In the individual health market, which represents a much smaller piece of the health insurance pie, underwriting technology is actually a lot more crude than most imagine it to be. Rather than attempting to assign rating values to specific risk variables (which most insurers are hamstrung in getting approved by state regulators anyway, and in “community rating” states, are not allowed at all) they would just as soon use the presence of, eg, diabetes, heart disease, and so forth as exclusionary factors. If you have them, you can’t get coverage, unless you live either in a guaranteed issue state, or one with a high-risk pool.
M.D. Fatwa
Apr 30 2007 at 12:02am
I’m curious how Bundorf separated out the negative salary effects attributable to obesity, with the also widely researched positive effects on salary attributable to physical attractiveness. This assumes, of course, that slimmer people, as a group, will tend to have a higher proportion of “physically attractive” members, but this hardly seems unlikely. Is obesity driving down one group’s wages (presumably to compensate for higher healthcare costs), or are good looks driving up the salaries of the slim group?
Fred Ghansah
Apr 30 2007 at 1:58pm
“More plausibly, obesity is unpleasant to look at, employers discriminate against the obese, and this incidentally compensates for the insurance benefit.”
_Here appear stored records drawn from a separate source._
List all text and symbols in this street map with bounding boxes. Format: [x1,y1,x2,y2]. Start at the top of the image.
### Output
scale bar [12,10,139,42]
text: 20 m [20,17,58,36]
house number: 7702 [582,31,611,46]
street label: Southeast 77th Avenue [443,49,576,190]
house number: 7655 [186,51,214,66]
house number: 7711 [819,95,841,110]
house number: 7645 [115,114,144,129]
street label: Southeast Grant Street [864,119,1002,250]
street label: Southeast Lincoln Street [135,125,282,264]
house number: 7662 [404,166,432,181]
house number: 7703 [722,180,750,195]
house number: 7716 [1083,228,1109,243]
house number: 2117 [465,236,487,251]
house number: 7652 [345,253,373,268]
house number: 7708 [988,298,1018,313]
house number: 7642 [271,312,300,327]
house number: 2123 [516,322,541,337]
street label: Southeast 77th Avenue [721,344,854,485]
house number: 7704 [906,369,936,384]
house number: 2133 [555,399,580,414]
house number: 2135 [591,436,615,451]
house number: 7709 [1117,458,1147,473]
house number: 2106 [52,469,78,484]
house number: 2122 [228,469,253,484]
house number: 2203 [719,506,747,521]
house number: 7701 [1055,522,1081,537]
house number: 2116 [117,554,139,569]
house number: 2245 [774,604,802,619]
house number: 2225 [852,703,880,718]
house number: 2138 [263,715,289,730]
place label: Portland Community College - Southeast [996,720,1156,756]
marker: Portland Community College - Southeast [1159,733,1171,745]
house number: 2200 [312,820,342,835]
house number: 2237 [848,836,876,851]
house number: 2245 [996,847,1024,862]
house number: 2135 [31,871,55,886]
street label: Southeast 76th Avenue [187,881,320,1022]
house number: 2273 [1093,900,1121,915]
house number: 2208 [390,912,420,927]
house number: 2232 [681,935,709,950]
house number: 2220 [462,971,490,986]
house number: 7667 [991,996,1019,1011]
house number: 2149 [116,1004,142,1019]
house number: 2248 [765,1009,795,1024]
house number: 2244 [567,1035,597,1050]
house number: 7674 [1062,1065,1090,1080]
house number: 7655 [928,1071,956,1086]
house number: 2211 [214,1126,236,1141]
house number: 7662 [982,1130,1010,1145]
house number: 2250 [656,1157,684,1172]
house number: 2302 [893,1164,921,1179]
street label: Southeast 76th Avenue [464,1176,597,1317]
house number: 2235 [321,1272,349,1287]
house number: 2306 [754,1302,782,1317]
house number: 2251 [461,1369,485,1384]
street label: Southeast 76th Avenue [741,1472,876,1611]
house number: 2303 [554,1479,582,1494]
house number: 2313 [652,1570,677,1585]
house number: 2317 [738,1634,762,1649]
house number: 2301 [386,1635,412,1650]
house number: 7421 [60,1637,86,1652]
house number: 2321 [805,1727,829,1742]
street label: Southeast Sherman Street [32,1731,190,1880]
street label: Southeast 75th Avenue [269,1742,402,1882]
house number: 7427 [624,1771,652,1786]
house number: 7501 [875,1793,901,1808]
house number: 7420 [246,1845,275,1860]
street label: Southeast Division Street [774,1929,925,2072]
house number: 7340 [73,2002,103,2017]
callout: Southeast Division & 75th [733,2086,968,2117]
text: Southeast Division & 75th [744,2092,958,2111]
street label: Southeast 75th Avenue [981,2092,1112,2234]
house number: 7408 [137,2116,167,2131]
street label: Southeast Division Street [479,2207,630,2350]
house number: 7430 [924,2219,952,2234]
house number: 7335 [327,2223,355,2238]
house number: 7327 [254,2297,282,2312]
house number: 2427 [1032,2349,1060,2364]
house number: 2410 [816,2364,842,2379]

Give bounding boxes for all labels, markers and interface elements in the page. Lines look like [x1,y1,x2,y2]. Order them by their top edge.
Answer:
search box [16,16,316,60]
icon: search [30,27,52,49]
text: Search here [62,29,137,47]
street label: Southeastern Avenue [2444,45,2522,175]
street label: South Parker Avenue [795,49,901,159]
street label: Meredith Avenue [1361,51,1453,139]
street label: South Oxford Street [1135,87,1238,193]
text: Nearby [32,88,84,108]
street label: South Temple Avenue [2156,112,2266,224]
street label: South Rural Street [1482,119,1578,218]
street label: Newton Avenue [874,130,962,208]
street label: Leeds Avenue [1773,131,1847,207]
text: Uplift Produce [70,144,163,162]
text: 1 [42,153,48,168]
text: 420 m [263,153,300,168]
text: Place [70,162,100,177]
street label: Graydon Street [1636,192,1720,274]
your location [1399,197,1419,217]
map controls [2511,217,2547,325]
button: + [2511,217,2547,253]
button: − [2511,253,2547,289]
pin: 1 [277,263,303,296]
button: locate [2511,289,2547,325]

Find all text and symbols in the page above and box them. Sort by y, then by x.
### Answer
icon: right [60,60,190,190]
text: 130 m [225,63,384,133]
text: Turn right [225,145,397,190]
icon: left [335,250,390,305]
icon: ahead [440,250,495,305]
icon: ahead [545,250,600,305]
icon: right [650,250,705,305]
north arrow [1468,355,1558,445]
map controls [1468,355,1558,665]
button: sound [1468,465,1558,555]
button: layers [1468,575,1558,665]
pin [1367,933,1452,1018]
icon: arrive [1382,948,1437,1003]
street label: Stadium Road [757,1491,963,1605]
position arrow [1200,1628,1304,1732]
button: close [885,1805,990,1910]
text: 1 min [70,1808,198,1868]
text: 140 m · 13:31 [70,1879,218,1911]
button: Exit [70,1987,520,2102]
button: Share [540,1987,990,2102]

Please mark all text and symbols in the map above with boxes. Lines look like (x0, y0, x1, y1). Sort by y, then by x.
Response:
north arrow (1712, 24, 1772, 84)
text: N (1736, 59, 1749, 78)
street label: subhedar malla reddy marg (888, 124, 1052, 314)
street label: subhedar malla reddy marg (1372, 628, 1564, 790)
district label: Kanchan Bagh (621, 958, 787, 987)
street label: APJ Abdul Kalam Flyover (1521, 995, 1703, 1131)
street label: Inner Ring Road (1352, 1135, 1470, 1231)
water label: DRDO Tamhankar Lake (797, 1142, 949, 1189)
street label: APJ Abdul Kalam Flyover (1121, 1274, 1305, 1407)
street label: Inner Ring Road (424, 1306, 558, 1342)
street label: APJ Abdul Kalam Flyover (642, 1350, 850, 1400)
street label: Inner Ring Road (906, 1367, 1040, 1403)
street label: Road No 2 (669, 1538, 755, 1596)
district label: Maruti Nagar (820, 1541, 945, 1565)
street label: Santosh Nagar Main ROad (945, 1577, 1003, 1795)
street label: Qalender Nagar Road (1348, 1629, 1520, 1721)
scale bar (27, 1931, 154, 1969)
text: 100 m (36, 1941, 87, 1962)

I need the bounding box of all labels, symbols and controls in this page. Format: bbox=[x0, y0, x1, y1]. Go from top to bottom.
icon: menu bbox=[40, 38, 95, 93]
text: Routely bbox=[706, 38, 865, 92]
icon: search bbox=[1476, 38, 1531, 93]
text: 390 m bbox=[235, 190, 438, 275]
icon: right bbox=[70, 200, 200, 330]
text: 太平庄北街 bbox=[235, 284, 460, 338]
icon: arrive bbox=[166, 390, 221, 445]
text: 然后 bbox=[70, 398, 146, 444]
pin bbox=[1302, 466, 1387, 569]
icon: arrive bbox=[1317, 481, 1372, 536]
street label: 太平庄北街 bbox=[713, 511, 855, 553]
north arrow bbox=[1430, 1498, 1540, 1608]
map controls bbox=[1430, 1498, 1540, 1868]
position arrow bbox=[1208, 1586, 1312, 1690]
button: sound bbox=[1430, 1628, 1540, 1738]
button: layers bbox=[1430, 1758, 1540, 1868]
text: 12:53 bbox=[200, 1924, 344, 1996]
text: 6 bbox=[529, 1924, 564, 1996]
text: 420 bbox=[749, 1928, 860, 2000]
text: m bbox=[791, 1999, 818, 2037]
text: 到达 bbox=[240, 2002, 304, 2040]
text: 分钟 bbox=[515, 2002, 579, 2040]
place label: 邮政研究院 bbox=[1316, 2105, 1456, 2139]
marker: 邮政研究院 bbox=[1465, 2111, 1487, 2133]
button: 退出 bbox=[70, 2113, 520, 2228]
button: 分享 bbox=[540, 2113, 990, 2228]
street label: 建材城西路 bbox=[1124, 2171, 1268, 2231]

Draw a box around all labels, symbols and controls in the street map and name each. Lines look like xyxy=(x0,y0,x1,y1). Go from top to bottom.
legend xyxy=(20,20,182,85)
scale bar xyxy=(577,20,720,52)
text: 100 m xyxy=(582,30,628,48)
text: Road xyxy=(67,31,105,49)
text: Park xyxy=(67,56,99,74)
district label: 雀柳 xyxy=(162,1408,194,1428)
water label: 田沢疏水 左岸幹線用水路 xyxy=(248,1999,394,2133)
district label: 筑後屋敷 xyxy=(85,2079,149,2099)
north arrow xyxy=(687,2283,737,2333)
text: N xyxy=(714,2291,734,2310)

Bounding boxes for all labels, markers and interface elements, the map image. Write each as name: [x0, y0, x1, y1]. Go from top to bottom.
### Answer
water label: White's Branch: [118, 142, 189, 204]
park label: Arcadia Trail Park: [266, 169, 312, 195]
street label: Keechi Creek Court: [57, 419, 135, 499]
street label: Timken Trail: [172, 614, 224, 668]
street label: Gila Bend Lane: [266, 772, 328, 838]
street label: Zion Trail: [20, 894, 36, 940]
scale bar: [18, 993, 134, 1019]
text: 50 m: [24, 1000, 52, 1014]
If you read the study in question, you’ll see that the wage penalty is only seen in companies which provide employer-sponsored health insurance. If your explanation was correct, you would see an obesity wage penalty across all companies. Pretty convincing study, if you ask me.
The only thing I see that could trip them up is the assumption that jobs which provide health insurance and those that don’t are not fundamentally different.
Regina
Apr 30 2007 at 5:41pm
There are many laws related to human resource management that are supposed to prevent discrimination of any kind. Employees’ physical attributes should not be an issue come payday. Slim people have health problems too and just because their slim doesn’t mean their immediate family is. The whole idea of paying someone less because of healthcare is not only wrong it’s also a ridiculous way for an employer to say a buck.